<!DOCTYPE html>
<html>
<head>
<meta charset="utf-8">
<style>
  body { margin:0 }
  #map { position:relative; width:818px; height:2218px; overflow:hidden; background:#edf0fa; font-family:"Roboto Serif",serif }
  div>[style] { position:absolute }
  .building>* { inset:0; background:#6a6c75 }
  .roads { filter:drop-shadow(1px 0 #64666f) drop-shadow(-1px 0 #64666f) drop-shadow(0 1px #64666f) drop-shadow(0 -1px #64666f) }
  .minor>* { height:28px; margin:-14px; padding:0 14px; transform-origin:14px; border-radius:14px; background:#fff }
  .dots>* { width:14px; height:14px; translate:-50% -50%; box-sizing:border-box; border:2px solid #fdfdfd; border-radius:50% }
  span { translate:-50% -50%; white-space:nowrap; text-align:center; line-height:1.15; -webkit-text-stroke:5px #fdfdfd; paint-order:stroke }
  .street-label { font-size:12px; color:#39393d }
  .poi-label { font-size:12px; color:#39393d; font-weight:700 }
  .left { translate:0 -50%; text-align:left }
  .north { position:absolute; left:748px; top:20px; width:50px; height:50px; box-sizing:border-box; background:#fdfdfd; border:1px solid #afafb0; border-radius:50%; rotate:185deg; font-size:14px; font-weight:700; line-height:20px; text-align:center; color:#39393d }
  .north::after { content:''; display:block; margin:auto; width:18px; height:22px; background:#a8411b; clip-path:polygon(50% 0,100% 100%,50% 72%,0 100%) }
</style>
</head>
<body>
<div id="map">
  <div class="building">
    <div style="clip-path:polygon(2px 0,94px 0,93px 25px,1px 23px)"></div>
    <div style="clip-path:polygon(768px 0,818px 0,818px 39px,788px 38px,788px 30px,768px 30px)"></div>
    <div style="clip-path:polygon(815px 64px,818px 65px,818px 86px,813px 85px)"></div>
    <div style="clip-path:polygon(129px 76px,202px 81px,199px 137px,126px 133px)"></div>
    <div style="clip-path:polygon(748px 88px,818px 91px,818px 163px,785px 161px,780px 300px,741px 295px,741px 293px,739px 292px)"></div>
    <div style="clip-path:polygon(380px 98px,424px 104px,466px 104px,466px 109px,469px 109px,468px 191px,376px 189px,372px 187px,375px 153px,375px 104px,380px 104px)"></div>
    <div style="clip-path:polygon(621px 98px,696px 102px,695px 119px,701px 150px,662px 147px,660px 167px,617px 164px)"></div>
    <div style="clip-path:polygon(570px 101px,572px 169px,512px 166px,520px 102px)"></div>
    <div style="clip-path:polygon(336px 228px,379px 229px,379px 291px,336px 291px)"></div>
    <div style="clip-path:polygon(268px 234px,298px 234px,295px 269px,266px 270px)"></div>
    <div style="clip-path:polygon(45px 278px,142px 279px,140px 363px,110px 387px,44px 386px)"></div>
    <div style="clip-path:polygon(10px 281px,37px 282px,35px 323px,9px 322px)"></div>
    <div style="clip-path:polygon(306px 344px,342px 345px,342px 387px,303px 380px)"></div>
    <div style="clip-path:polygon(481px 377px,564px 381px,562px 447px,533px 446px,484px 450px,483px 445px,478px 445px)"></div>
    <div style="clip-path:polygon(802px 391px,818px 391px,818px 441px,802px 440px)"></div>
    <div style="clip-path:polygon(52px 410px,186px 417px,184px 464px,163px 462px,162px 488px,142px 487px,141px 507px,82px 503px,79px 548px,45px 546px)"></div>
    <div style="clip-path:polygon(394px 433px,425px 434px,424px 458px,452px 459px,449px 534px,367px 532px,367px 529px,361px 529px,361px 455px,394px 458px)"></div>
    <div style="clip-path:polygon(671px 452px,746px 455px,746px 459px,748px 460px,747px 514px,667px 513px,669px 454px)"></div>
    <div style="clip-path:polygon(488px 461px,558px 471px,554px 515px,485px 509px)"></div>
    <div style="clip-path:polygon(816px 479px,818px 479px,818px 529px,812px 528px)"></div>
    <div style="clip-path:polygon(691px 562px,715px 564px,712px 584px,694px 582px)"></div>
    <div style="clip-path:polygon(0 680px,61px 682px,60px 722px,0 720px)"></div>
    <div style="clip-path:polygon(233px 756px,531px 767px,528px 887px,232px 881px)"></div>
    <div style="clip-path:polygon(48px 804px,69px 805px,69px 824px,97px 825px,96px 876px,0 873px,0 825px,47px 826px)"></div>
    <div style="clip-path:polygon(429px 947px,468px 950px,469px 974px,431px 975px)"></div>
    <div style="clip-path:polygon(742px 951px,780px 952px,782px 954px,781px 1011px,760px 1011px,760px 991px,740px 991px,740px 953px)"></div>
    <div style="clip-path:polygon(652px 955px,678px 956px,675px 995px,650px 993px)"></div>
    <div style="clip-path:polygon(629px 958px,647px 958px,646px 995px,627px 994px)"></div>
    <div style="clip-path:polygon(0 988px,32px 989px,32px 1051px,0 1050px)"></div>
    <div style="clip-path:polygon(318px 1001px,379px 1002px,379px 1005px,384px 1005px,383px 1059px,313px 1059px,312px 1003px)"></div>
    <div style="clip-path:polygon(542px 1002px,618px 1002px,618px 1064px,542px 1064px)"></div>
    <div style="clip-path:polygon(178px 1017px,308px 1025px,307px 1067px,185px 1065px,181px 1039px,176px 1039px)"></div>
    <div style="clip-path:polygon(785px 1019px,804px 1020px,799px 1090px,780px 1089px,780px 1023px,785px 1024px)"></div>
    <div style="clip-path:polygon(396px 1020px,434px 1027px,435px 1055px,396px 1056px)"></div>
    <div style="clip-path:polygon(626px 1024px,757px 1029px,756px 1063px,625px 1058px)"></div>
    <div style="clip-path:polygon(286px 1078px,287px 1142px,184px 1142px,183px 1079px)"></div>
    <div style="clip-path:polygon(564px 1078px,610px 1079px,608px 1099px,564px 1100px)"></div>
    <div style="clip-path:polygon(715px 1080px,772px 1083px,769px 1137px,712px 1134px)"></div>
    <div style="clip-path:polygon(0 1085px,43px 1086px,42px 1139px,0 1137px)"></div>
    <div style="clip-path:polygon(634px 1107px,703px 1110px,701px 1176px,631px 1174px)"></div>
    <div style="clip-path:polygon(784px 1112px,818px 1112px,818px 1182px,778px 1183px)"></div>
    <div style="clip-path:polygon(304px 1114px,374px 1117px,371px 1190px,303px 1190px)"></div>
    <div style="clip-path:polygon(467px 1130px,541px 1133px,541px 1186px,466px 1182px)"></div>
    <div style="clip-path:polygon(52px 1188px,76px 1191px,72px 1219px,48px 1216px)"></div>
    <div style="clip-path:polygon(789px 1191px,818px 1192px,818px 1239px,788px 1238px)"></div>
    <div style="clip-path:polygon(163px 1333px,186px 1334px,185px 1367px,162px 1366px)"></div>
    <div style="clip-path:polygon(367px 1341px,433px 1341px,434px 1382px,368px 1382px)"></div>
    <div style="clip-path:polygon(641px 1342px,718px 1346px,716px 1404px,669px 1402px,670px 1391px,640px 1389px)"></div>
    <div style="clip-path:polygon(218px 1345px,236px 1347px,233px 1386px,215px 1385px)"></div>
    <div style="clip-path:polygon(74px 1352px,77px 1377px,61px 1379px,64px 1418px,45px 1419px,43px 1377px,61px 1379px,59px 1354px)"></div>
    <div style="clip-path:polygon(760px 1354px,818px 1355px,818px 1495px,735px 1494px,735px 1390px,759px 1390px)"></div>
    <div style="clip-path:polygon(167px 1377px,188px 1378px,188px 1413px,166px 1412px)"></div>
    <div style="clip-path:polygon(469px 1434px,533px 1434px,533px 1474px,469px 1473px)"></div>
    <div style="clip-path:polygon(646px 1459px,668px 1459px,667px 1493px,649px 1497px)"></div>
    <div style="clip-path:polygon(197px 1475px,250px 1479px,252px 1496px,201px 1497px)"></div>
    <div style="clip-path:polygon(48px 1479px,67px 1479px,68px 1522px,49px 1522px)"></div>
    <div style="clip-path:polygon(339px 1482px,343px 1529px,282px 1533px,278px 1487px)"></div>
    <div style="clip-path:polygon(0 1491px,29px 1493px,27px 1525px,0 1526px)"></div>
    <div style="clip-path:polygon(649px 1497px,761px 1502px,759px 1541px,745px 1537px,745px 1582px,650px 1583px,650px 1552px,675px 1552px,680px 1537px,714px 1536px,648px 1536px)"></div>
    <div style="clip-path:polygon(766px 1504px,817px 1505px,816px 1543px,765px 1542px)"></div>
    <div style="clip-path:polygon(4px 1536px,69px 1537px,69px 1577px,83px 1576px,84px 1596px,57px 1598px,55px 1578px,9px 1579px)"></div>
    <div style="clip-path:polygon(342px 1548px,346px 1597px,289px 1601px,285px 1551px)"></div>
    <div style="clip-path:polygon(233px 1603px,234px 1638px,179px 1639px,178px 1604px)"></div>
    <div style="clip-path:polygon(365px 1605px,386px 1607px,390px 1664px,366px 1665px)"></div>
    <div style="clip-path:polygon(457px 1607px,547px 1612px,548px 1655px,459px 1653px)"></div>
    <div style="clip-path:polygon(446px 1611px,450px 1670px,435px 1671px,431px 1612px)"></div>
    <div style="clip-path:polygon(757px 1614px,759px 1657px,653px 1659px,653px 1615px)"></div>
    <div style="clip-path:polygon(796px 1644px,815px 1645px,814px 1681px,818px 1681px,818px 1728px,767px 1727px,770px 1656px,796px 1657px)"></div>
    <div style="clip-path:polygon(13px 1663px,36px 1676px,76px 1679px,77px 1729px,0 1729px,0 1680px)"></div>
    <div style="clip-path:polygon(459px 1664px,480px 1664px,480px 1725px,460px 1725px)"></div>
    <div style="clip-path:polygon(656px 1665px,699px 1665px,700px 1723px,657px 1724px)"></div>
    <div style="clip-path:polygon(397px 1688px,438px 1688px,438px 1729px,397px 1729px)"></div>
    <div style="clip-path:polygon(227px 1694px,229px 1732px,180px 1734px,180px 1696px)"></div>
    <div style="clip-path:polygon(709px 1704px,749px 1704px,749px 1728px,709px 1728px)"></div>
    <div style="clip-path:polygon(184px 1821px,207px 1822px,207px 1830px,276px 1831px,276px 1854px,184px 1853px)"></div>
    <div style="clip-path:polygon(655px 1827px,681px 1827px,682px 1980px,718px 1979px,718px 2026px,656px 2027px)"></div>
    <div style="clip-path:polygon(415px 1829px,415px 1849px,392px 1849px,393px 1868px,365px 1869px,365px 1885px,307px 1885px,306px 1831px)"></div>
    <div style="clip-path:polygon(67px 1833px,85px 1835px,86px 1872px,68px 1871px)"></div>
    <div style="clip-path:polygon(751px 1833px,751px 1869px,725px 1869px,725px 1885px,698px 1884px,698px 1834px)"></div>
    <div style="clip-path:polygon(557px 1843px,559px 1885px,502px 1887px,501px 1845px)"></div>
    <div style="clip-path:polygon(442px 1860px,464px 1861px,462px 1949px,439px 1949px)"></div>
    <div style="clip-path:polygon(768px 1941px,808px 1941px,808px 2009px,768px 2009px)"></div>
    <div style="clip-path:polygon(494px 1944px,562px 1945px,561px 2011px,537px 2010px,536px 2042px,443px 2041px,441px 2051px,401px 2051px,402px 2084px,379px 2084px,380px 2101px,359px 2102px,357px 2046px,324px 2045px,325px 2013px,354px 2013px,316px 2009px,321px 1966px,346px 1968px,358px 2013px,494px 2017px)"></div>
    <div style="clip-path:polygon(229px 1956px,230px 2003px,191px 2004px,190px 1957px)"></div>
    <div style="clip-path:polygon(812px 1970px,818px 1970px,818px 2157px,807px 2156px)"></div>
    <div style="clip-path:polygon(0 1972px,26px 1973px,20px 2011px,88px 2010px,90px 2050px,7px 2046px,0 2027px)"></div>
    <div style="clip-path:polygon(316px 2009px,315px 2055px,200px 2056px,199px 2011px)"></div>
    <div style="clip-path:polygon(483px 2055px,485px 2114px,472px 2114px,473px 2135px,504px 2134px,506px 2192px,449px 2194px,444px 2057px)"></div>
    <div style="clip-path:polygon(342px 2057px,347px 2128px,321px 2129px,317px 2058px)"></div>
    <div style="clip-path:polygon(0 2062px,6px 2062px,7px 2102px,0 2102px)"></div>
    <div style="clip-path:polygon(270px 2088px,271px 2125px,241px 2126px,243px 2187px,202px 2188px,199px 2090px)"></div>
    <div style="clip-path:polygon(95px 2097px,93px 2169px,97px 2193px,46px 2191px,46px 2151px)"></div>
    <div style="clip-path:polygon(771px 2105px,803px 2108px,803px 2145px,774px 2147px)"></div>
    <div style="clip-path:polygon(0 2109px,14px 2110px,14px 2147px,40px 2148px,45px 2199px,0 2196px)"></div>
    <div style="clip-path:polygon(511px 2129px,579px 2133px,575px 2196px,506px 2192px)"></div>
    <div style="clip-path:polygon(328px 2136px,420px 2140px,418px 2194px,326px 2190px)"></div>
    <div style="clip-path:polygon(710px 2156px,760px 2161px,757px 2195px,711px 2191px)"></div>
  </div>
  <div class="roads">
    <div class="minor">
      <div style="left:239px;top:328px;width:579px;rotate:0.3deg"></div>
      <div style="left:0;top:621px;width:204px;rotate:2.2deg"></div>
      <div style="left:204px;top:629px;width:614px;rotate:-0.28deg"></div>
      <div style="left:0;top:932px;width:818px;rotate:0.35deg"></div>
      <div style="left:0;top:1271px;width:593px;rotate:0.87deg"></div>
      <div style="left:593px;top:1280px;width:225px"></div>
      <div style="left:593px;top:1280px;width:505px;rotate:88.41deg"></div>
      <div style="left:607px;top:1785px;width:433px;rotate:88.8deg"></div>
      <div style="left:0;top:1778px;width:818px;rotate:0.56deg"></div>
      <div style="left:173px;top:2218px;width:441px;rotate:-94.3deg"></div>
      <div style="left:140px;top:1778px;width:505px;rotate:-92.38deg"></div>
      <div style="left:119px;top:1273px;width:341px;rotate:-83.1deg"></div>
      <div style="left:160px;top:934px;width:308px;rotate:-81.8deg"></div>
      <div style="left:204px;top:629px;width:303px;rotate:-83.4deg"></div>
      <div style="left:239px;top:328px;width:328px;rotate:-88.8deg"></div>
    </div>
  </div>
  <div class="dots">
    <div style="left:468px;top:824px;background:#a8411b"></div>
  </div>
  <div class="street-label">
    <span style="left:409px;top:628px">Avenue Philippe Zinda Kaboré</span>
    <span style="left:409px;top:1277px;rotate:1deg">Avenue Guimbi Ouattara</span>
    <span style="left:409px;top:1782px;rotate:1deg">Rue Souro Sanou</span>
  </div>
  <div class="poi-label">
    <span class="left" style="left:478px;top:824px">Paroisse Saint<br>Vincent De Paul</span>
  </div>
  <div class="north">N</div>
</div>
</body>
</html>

Directions for this task: Quote exactly the opening line of the material above and every line after it, up to and including the line that contains "position:relative; width:818px; height:2218px;".

Result:
<!DOCTYPE html>
<html>
<head>
<meta charset="utf-8">
<style>
  body { margin:0 }
  #map { position:relative; width:818px; height:2218px; overflow:hidden; background:#edf0fa; font-family:"Roboto Serif",serif }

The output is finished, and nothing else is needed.